BRIEF → Return, from the data that follows, each line that holds the word "fabs".

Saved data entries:
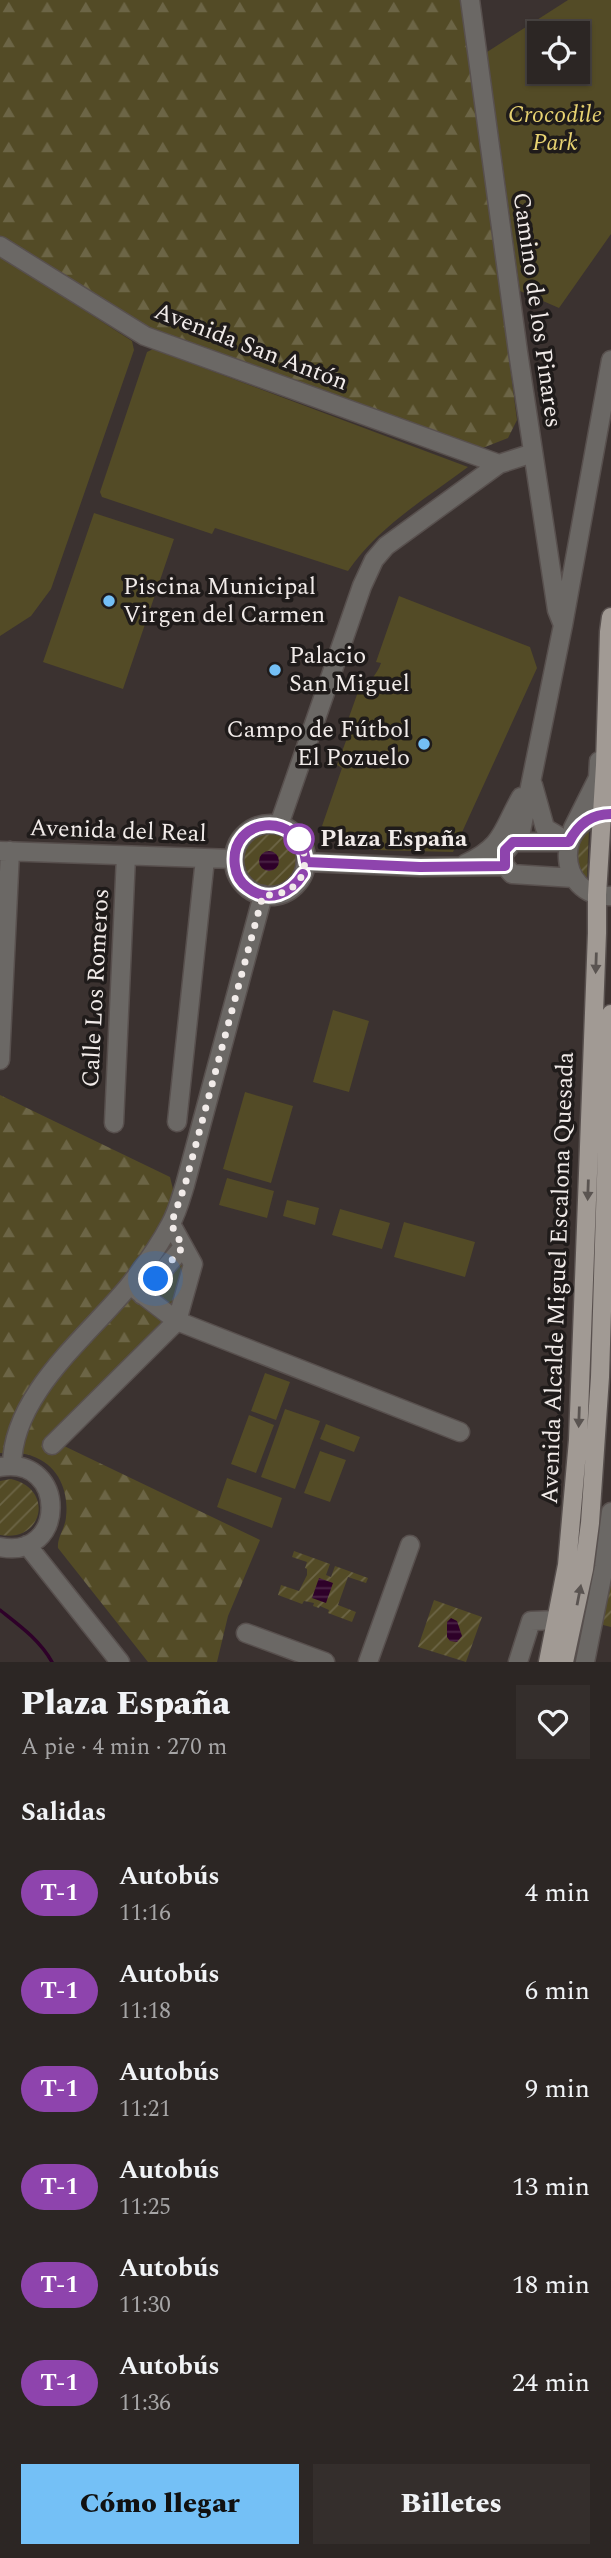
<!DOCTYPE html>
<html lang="es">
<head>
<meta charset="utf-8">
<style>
  body { margin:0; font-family:Spectral,serif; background:#342e2c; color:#f1f3f6; height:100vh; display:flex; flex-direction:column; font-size:26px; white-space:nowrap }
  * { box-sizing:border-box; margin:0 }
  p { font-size:23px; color:#a6a5a6 }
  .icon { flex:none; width:38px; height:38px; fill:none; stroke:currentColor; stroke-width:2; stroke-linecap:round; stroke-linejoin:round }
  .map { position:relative; height:1662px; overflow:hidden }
  .side { display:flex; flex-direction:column; background:#2c2624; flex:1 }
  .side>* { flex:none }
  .badge { padding:0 14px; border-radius:23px; font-size:24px; line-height:46px }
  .fabs { position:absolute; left:527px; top:21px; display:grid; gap:14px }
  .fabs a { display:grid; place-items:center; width:63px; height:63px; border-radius:0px; background:#2c2624; box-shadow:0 2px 5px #0004,0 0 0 2px #484341; font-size:35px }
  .you { position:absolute; width:35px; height:35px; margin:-18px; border:5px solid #fff; border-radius:50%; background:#1a73e8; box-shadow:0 0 0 10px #1a73e833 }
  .map>.badge { position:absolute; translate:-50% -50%; box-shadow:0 0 0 4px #fff }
  h2 { padding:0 21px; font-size:26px; line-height:63px }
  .round { display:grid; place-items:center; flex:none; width:74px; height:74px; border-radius:0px; background:#342e2c }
  .head { display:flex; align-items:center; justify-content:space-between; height:119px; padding:0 21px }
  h1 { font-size:33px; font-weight:800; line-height:52px }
  .primary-button { display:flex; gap:14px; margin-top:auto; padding:14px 21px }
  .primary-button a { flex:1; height:80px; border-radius:0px; background:#74c0f6; color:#111; font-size:28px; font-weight:800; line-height:80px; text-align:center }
  .primary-button a+a { background:#342e2c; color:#f1f3f6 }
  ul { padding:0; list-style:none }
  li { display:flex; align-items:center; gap:21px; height:98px; padding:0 21px }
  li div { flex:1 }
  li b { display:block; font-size:26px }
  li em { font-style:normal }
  li .badge { min-width:77px; font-weight:700; text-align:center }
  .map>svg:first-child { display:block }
  .green { fill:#534b26; fill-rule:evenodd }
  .forest { fill:url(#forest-firs) }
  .garden { fill:url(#garden-furrows) }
  .water { fill:url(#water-rules) }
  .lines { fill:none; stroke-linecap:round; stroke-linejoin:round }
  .stream { stroke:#2e0129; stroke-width:3.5 }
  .minor-casing { stroke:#58504e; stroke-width:21 }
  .major-casing { stroke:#58504e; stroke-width:21 }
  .minor { stroke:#6b6865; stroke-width:18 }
  .major { stroke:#a19a94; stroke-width:18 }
  .oneway { fill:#5a5451 }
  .line-casing { stroke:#fff; stroke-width:16 }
  .line { stroke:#8e44ad; stroke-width:10 }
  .walk { stroke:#f1ebe9; stroke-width:7; stroke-dasharray:0 12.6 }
  .poi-dot { fill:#74c0f6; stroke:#1f1b1a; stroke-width:2.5 }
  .stop-dot { fill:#fff; stroke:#8e44ad; stroke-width:3.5 }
  .labels { text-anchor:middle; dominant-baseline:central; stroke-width:7; stroke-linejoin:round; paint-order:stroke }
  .park-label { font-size:24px; font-style:italic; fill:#e7d271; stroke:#1f1b1a }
  .street-label { font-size:24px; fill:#f1ebe9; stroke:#1f1b1a }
  .poi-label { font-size:24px; fill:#f1ebe9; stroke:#1f1b1a; text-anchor:start }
  .stop-label { font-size:24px; font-weight:bold; fill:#f1ebe9; stroke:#1f1b1a; text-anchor:start }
</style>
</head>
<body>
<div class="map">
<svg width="611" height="1662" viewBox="0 0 611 1662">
  <defs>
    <pattern id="forest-firs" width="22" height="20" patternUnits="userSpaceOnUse" patternTransform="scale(1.75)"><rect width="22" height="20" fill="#534b26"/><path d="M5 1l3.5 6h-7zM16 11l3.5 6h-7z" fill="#6c6546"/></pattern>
    <pattern id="garden-furrows" width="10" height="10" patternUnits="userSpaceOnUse" patternTransform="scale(1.75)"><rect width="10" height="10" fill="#534b26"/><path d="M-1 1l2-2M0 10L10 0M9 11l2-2" fill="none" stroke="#6c6546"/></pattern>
    <pattern id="water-rules" width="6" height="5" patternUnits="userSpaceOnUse" patternTransform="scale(1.75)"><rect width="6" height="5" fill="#2e0129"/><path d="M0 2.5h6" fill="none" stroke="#4d2648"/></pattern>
  </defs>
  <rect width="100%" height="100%" fill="#3b3230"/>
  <path class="green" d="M568,0h43v234l-52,74 -39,-17 -33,-239zM578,33v39h-39v-39z
    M0,256l132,85 2,9 -83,239 -20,27 -31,20z
    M153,349l315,118c-43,32 -90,60 -120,104l-133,-43 -3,6 -110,-37 -2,-5 47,-140z
    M94,513l80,26 -51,150 -80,-27z
    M399,596l131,51 7,21 -84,184 -79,-2 -52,-24 20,-58 -5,-3 16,-43 -5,-2 12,-34 7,2c2,-8 10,-13 14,-25l-5,-1z
    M333,1010l36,11 -20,71 -36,-10z
    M245,1092l48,14 -22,77 -48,-14z
    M227,1178l47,13 -7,27 -48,-13z
    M287,1200l32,8 -4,17 -32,-9z
    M340,1209l50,14 -8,26 -50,-14z
    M404,1222l71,20 -10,35 -71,-20z
    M265,1373l25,9 -14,38 -25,-9z
    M285,1409l35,12 -25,68 -34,-12z
    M249,1415l25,10 -18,48 -25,-9z
    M326,1424l34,13 -6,15 -34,-13z
    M320,1451l26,9 -16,42 -26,-9z
    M227,1478l55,20 -10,30 -55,-21z"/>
  <path class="forest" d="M0,0h462l55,420 -9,18 -28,11 -329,-115 -151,-96z
    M0,1095l170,82 22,90 -3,49 -127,129 198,95 -32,76 -11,46h-69l-90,-114c-1,-11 7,-19 8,-31 3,-25 -7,-52 -34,-61 -9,-4 -22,-2 -32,-3z"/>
  <path class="garden" d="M589,828l-2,50v2l-9,-7 -5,-25z
    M241 861a28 28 0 1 1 56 0a28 28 0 1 1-56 0Z
    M11,1479c44,10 32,64 -11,56v-54z
    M611,1537v90l-12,-3z
    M294,1551l36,13 -4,11 5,2 4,-11 33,12 -2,5 -18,-6 -10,28 18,7 -4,10 -24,-9 1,-3 -9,-4 -1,2 -6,-2 1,-3 -10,-2 -2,3 -24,-9 3,-10 18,6 8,-16v-6l-2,-1 2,-6 -15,-5z
    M434,1600l48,17 -16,45 -48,-15z"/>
  <path class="water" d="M259 861a10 10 0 1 1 20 0a10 10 0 1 1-20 0Z
    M319,1578l14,5 -7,20 -14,-5z
    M451,1618l6,3 5,15 -5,6 -7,-1 -3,-4v-15z"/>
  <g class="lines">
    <path class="stream" d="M0,1610c19,15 40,30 52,52"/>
    <g class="minor-casing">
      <path id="minor" d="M470,0l48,352 39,258 6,15
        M0,246l145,90 354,128
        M533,785l12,43 22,13
        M611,814c-59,1 -56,84 0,82
        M234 860a36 36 0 1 1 72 0a36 36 0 1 1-72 0Z
        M279,825l83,-239 12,-26 12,-14 113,-82 34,-11
        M573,828l25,-50 1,-17
        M519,841l44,-216 48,-265
        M569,842h-56l-10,13 2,11 7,8 62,4
        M0,851l234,8
        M306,862l114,5 85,-1
        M465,864c39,-18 37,-34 56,-67
        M0,1060l10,-209
        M177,1122l28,-263
        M114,1123l12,-267
        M130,1285l47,36 283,111
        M142,1295l41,-48
        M52,1445l125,-124 16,-57 -22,-40
        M12,1466c0,-71 74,-128 116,-179 15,-19 31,-41 42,-62 7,-12 11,-27 15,-40l78,-290
        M0,1467c68,-12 67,94 0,80
        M27,1545l93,117
        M246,1633l79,29
        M368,1662l42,-117
        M518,1662l13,-41 27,-1
        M585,1662l19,-95 7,-55"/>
    </g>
    <g class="major-casing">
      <path id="major" d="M548,1662l19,-97 11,-125 19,-507v-38l8,-130 4,-133 2,-15
        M564,1662l20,-93 6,-46 10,-146 11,-363"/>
    </g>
    <use href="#minor" class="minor"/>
    <use href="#major" class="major"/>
  </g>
  <defs><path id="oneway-solid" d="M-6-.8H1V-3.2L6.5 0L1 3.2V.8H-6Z" transform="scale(1.75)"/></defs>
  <g class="oneway">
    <use href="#oneway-solid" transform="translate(596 963) rotate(92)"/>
    <use href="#oneway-solid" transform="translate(588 1190) rotate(92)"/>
    <use href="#oneway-solid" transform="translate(579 1417) rotate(92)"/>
    <use href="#oneway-solid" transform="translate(579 1595) rotate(-79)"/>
  </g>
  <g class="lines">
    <g class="line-casing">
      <path id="line" d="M303,874c-12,19 -34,30 -55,14 -7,-5 -12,-13 -13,-22 -7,-49 65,-58 71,-4l114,5 85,-1v-16l8,-8h56c9,-18 22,-28 42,-28"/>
    </g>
    <use href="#line" class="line"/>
    <path class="walk" d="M156,1279l27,-32 -12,-23 14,-39 78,-290c35,2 51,-25 36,-56"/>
  </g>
  <g class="poi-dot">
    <circle cx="109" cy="601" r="7"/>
    <circle cx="275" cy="670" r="7"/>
    <circle cx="424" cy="744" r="7"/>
  </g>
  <circle class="stop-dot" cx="299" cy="839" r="14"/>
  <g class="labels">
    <g class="park-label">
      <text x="555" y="115">Crocodile<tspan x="555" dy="28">Park</tspan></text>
    </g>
    <g class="street-label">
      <text transform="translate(537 310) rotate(82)">Camino de los Pinares</text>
      <text transform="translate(251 347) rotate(21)">Avenida San Antón</text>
      <text transform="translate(118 831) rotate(2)">Avenida del Real</text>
      <text transform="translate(96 988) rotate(-87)">Calle Los Romeros</text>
      <text transform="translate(558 1278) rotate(-88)">Avenida Alcalde Miguel Escalona Quesada</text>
    </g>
    <g class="poi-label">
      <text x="123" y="587">Piscina Municipal<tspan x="123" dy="28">Virgen del Carmen</tspan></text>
      <text x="289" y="656">Palacio<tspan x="289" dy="28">San Miguel</tspan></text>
      <text x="410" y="730" text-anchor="end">Campo de Fútbol<tspan x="410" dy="28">El Pozuelo</tspan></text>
    </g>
    <g class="stop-label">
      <text x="320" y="839">Plaza España</text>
    </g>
  </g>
</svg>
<div class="fabs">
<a><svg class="icon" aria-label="locate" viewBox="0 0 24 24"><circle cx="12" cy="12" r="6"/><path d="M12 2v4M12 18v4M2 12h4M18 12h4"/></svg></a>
</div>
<div class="you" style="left:156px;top:1279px"></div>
</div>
<section class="side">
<div class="head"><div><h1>Plaza España</h1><p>A pie · 4 min · 270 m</p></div><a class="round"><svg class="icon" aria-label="heart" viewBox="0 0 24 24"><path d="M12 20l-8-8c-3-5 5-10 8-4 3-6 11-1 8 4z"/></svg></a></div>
<h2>Salidas</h2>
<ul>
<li><span class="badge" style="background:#8e44ad;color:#fff">T-1</span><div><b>Autobús</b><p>11:16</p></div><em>4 min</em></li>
<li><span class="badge" style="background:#8e44ad;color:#fff">T-1</span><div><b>Autobús</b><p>11:18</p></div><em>6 min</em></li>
<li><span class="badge" style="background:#8e44ad;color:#fff">T-1</span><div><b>Autobús</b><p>11:21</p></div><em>9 min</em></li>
<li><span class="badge" style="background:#8e44ad;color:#fff">T-1</span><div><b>Autobús</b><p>11:25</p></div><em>13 min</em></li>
<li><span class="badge" style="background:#8e44ad;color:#fff">T-1</span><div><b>Autobús</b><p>11:30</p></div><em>18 min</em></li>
<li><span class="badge" style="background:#8e44ad;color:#fff">T-1</span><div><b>Autobús</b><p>11:36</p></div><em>24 min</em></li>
</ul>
<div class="primary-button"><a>Cómo llegar</a><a>Billetes</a></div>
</section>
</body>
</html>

SOLUTION TO THIS EXERCISE →
  .fabs { position:absolute; left:527px; top:21px; display:grid; gap:14px }
  .fabs a { display:grid; place-items:center; width:63px; height:63px; border-radius:0px; background:#2c2624; box-shadow:0 2px 5px #0004,0 0 0 2px #484341; font-size:35px }
<div class="fabs">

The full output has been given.